Nah, just strap engines and a guidance computer onto a few big rocks in the asteroid belt, time them to hit around the same time and wait. No need for a massive ship or operation.
If that were possible...
a) It'd be very slow unless you used hundreds of (expensive) engines.
b) The enemy would have an ample window to intercept the lumbering rock with either missiles or sustained fire from energy weapons.
c) You also would need to get the massive engine cargo there somehow (not to mention install it all), which means...
--- 1) The cargo ships could be intercepted as well.
--- 2) The enemy would have a lot of time to disrupt your plan.
So I don't think it would be such a good idea unless you're hitting a frontier colony with minimal military presence. And even if it were the last colony of a largely defeated alien race, simply invading the planet would take far less time and expense. And probably be more effective across the board.
I know this is from the previous page, but this reminds me of a sci-fi book by David Weber called "The Shiva Option". Basically, the humans and their allies are fighting the Bugs, a hive-mind race that fits the typical horde mentality: fast, expendable ships that use kamikaze tactics basially by default. Normally, the humans use fighter craft armed with anti-matter missiles to bomb hive worlds into molten rock, though casualties are typically high thanks to orbital platforms.
At one point, the humans decide on a different tactic: attaching engines to several large rocks and hurling them towards the planet. Attaching the engines takes months, the asteroids are horribly slow (at first), and the Bugs repeatedly try to destroy or divert the rocks, forcing the allied fleet to defend them and taking massive casualties in the process.
While the asteroids worked (all but glassing the planet and destroying the orbital defenses in the process), it would have been faster and far cheaper to just bomb the planet like normal. The allies never try that tactic again.

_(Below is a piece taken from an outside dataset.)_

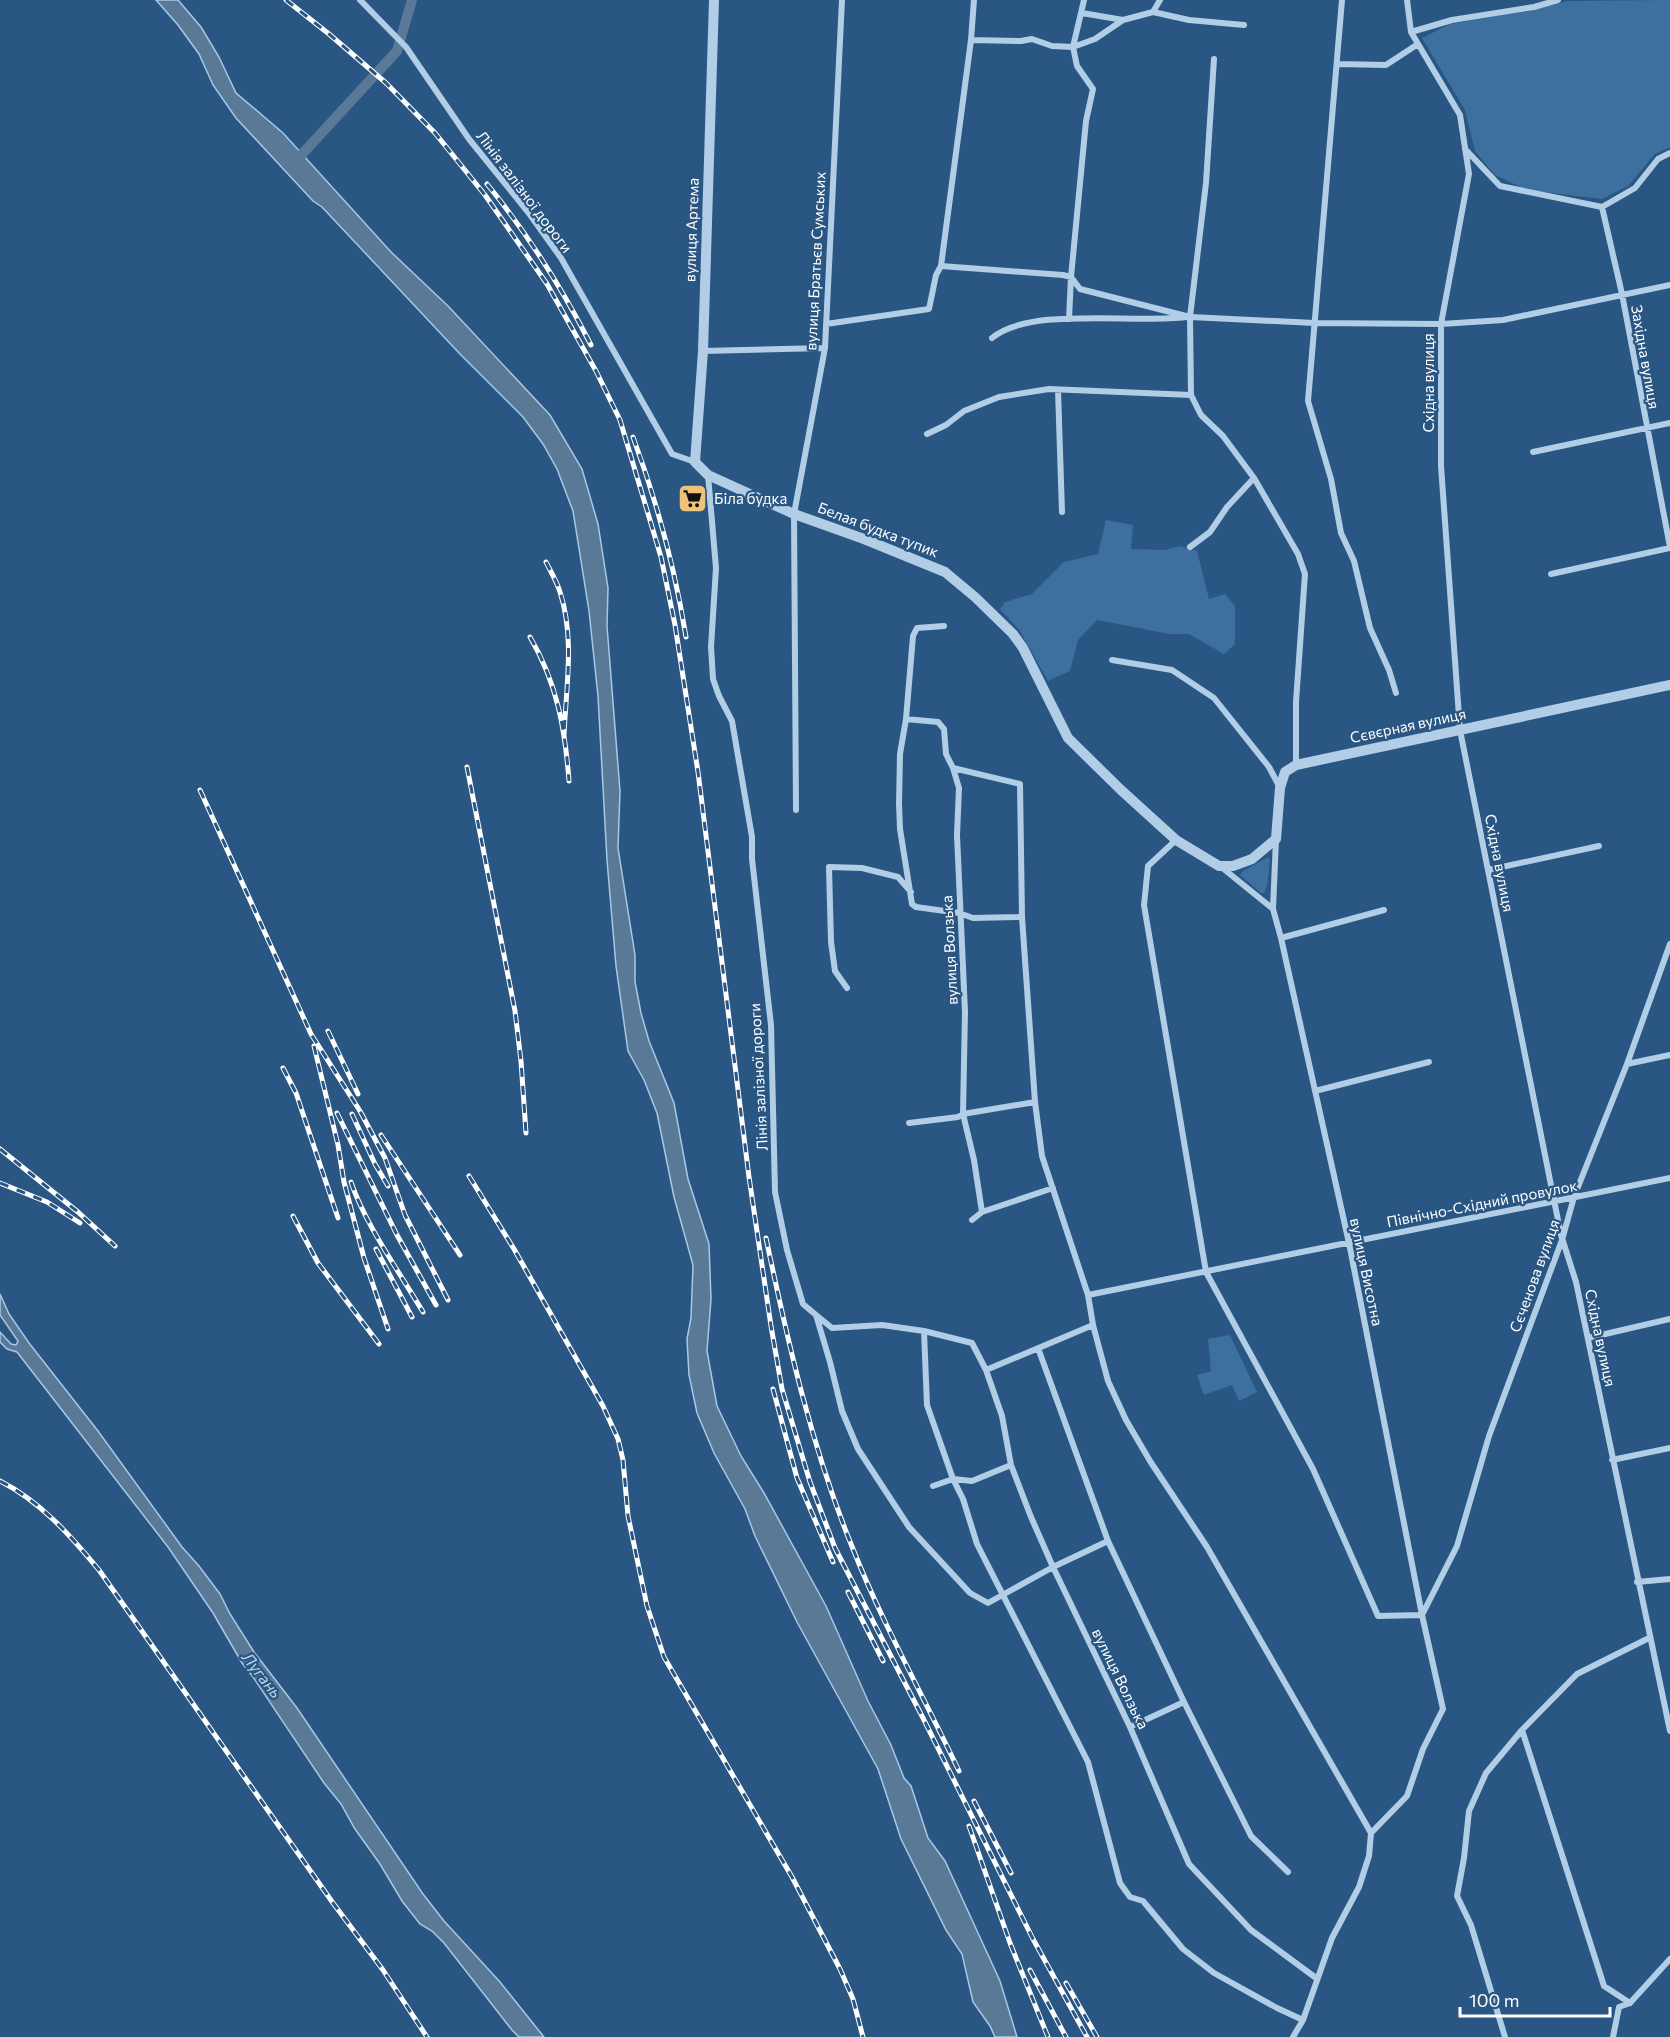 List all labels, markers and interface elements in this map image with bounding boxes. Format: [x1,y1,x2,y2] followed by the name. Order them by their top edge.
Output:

What's interesting is that in many ways, "The Shiva Option" is harder sci-fi than Aurora. In system travel is slow, FTL can only be obtained using jump points that must be searched for, communications and sensors are limited by light speed, and ships must move thru a jump point one at a time or risk "intersecting". In fact, one of the main reasons I started playing Aurora is because it reminded me of this book.